Banque Mondiale : L’Afrique subsaharienne doit miser sur les coûts commerciaux

Banque Mondiale : L’Afrique subsaharienne doit miser sur les coûts commerciaux

C’est la quintessence des recommandations faites dans le récent rapport de la Banque Mondiale sur la santé des économies du globe afin de permettre aux pays en développement de nouer avec la Croissance au lendemain de crise sanitaire.

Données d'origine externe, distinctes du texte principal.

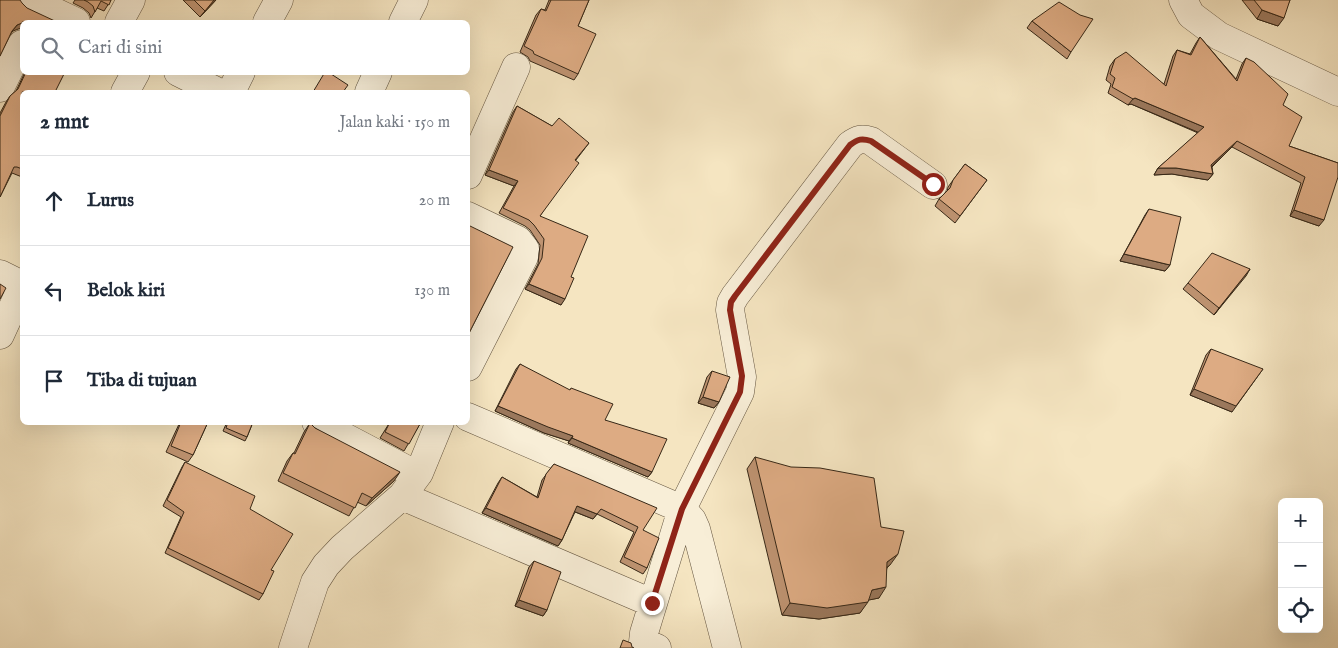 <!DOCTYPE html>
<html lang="id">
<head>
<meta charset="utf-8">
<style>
	body { margin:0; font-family:"IM FELL English",serif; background:#f6f6f7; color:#1f2937 }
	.controls { position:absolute; right:15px; bottom:15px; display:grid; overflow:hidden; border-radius:8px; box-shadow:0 5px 20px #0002 }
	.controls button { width:45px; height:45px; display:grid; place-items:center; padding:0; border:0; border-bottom:1px solid #e0e1e3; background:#fff; color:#1f2937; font:25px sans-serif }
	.stop { position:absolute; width:15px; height:15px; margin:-11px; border:4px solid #8f2418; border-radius:50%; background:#fff }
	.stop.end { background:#8f2418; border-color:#fff; box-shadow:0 1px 5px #0008 }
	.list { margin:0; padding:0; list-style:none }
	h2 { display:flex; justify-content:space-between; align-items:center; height:65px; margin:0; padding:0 20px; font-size:21px }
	h2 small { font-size:16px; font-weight:400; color:#747a83 }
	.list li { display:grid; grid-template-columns:32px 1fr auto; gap:15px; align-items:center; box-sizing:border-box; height:90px; padding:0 20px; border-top:1px solid #e0e1e3 }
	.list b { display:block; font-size:19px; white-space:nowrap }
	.list em { font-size:16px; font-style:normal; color:#747a83 }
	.icon { flex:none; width:28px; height:28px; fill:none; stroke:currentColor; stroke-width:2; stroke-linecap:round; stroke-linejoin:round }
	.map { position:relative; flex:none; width:1338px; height:648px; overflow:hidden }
	.search { position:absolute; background:#fff; box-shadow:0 5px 20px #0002; left:20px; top:20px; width:450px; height:55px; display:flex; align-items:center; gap:12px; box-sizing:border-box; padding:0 18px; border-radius:8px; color:#747a83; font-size:19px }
	.panel { position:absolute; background:#fff; box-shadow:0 5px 20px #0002; left:20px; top:90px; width:450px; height:335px; border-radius:8px }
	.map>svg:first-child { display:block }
</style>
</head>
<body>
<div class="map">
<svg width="1338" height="648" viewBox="0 0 1338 648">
	<rect width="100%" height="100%" fill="#f5e5c1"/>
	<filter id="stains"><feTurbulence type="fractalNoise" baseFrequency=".004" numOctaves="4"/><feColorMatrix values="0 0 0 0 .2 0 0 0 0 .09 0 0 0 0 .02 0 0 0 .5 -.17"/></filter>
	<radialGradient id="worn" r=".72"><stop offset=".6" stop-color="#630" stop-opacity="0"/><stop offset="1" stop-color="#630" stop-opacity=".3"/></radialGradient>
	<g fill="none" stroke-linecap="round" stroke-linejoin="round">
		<g stroke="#665742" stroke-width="29">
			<path id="street" d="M30,0L76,22
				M1183,0L1191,15L1219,36L1338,92
				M119,22L131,0
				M267,22L279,0
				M403,22L414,0
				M178,72L218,92
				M0,88L22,44
				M125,92L136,72
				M231,92L241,72
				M369,92L378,72
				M468,175L516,67
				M468,216L518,240L525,249L524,257L468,367
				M0,274L22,285
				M0,335L22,287
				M468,417L682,509L692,520L696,529L727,648
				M316,422L415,474L419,473L440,422
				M402,496L652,603
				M293,648L315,582L326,565L342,548L402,496L419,473
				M657,648L643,642L644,633L682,509L740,392L742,377L730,310L731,303L735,296L850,145C858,139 862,138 871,141L933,185"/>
		</g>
		<use href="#street" stroke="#f8eed7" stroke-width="28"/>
	</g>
	<path fill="#be9371" stroke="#372817" d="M75,0H111L104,11L97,8L91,18L89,13L83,8L73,3Z
		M183,0H216L200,17Z
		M549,0H589L578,26V74L574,80L530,61L528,57L520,52L536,15L541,9L545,10Z
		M1242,0H1290L1278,26L1257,19Z
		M1032,21L1071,52L1067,59L1027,28Z
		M1200,37L1236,79L1242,64L1246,58L1283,105L1289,146L1338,163L1319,226L1290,216L1301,183L1232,147L1212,167L1213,174L1208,180L1172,174L1154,175L1158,168L1198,133L1131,104L1128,105L1108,93L1111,84L1106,80L1110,66L1115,59L1164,84L1173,56L1177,50L1190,54L1196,43Z
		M25,72H65L22,92V177L12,173L0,197V113L6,102L10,96L16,91Z
		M517,106L552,126L589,143L576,160L540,216L571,277L561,305L525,289L538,264L540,245L530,230L525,226L499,213L514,186L485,175L513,112Z
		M965,164L987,180L955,223L935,206L939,199L947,192L948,187Z
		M1149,209L1170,265L1165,271L1120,261L1145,215Z
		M1250,269L1214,315L1183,289L1188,283Z
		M1211,349L1232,412L1190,395L1206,355Z
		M520,364L605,420L652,472L648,477L568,443L569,441L544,433L495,411L516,369Z
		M712,371L719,402L714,408L698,403L707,377Z
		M180,422H208L193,455L188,462L166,452Z
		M227,422H253L247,437L245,441L223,431Z
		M390,422H421L404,451L380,438Z
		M310,423L315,428L394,481L366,506L357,502L349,516L278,481L287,461L293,453H294L304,432Z
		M755,457L881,527L890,565L887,568L879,598L868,600L860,613L819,619L782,615L747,469Z
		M185,462L250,509L271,570L263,594L259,600L165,553L181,517L163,506L182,467Z
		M554,464L643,530L647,568L643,574L620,562L634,532L597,514L593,519L575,512L562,540L558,546L482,513L498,483L502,477L537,497L542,480Z
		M534,561L547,610L543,616L515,606L529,567Z"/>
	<path fill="#9b785c" stroke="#372817" d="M214,0H216L200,17L205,11Z
		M1262,10L1284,18L1278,26L1257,19Z
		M22,23V29L21,28L13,31L8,37L17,25Z
		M1135,98L1204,127L1200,133L1131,104L1128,105L1133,99Z
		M1237,141L1232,147L1207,171L1211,165Z
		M1158,168H1176L1213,174L1208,180L1172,174L1154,175Z
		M489,170L518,181L514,186L485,175Z
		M1294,210L1324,220L1319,226L1290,216Z
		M1124,254L1170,265L1165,271L1120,261Z
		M1250,269L1246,276L1214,315L1219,308Z
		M529,284L565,299L561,305L525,289Z
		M1263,369L1232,412L1190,395L1194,389Z
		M703,397L719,402L714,408L698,403Z
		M498,406L573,436L569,441L544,433L495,411Z
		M572,438L652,472L648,477L568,443Z
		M400,472L394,481L366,506L372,498Z
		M577,506L597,514L593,519L573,511Z
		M486,508L562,540L558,546L482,513Z
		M898,554L890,565L879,573L887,562Z
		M886,587L879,598L864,601L872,590Z
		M519,600L547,610L543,616L515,606Z
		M868,602L860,613L819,619L782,615L790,603Z"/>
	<path fill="#ddab83" stroke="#372817" d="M0,0H20L22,3L27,8L57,22H22V23L17,25L12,31L0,56Z
		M84,0H111L109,5L101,1L95,12L93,6L88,2Z
		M194,0H214L205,11Z
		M551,0H589L578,26L596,34L578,74L534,54L533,51L524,46L541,9L546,11Z
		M1254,0H1290L1284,18L1262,10Z
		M1059,2L1080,15L1093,19L1071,52L1032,21Z
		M1200,37L1237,81L1246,58L1254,62L1288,94L1283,105L1302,117L1289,146L1338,163V177L1324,220L1294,210L1305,177L1237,141L1211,165L1213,174L1176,168H1158L1204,127L1135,98L1133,99L1112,87L1115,78L1110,74L1115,59L1126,52L1166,86L1177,50L1191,55Z
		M26,72H65L55,92H22V169L17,167H14L0,197V116L10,96L18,89Z
		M325,72H328L348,85L343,92H313Z
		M517,106L552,126L559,118L589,143L575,160L579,163L540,216L588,236L571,277L574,278L565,299L529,284L542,258L544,239L534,225L529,220L503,208L518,181L489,170Z
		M965,164L987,180L960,216L939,199L950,188L953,180Z
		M1149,209L1181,217L1170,265L1124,254Z
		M468,225L513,247L468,335Z
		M1212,253L1250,269L1219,308L1188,283Z
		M0,284L6,288L0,299Z
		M1211,349L1263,369L1236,406L1194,389Z
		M520,364L570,390L571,388L613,404L605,420L667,439L652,472L572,438L573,436L548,427L498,406Z
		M712,371L730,377L719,402L703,397Z
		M181,422H208L193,455L171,446Z
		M228,422H253L247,437L226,428Z
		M390,422H421L409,444L385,432Z
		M310,423L315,428L400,472L372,498L362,493L355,508L283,473L293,453L295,454Z
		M755,457L791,467L820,468L874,478L881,527L904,531L898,554L887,562L886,587L872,590L868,602L827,608L790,603Z
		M185,462L255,496L250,509L293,534L271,570L274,571L263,594L168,548L184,512L167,500Z
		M554,464L657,508L643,530L659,538L647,568L624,557L638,527L601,509L597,514L577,506L562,540L486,508L502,477L538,498L546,474Z
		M534,561L561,572L547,610L519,600Z
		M623,640L631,643L632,647L634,648H620Z"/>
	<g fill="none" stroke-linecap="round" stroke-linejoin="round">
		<path stroke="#8f2418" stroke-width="6" d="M652,603L682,509L740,392L742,376L730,310L731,302L735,296L850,145C858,139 862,138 871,141L933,184"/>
	</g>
	<rect width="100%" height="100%" filter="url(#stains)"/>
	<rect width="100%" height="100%" fill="url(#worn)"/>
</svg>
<div class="controls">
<button>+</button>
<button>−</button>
<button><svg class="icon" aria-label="locate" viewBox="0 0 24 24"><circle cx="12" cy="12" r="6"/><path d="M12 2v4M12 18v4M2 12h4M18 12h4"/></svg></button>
</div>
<div class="stop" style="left:933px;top:184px"></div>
<div class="stop end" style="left:652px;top:603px"></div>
<div class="search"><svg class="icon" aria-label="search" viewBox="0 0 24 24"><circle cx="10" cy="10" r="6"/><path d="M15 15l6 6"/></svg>Cari di sini</div>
<section class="panel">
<h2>2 mnt<small>Jalan kaki · 150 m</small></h2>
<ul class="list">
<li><svg class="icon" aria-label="ahead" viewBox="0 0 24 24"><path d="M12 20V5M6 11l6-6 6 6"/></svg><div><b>Lurus</b></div><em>20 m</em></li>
<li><svg class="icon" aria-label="left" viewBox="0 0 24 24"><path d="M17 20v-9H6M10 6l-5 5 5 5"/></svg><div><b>Belok kiri</b></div><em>130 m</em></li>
<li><svg class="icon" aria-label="arrive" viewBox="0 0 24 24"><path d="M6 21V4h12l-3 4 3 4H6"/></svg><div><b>Tiba di tujuan</b></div></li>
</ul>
</section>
</div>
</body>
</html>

Avec un taux de croissance de son économie régionale estimé à 2,8 % en 2021et des prévisions de 3,3 % en 2022, l’Afrique subsaharienne renoue avec la croissance après une année 2020 marquée par l’impact négatif de la pandémie à Covid19. Un regain conséquent de son PIB mais bien en deçà des pertes exponentielles enregistrées lors de cette forte récession sanitaire.  « Malgré des signes encourageants de reprise à l’échelle mondiale, la pandémie a aggravé la pauvreté et les inégalités dans les pays en développement, Il est essentiel de mener une action coordonnée au niveau mondial pour accélérer la distribution des vaccins et les allégements de dette, surtout pour les pays à faible revenu. » souligne le président du Groupe de la Banque mondiale, David Malpass.

Des indications du patron de l’institution de Bretton Wood lors de son propos liminaire de circonstance relatif à la présentation ce 08 juin 2021 à Washington, des perspectives économiques mondiales. Une orientation importante pour les pays de la zone subsaharienne dont l’impact de la Covid19 a effacé les progrès réalisés dans la lutte contre la pauvreté et aggravé l’insécurité et d’autres problèmes de longue date.

Ainsi, selon le rapport : « Les pays à faible revenu devraient connaître cette année leur plus faible croissance depuis 20 ans (année 2020 non comprise), en partie à cause du rythme très lent de la vaccination. » Si éventuellement la croissance dans ces pays s’accélérera pour atteindre 2,9 % en 2021 et 4,7 % en 2022. Malheureusement pour l’année 2022, la production sera inférieure de 4,9 % au niveau pré-COVID.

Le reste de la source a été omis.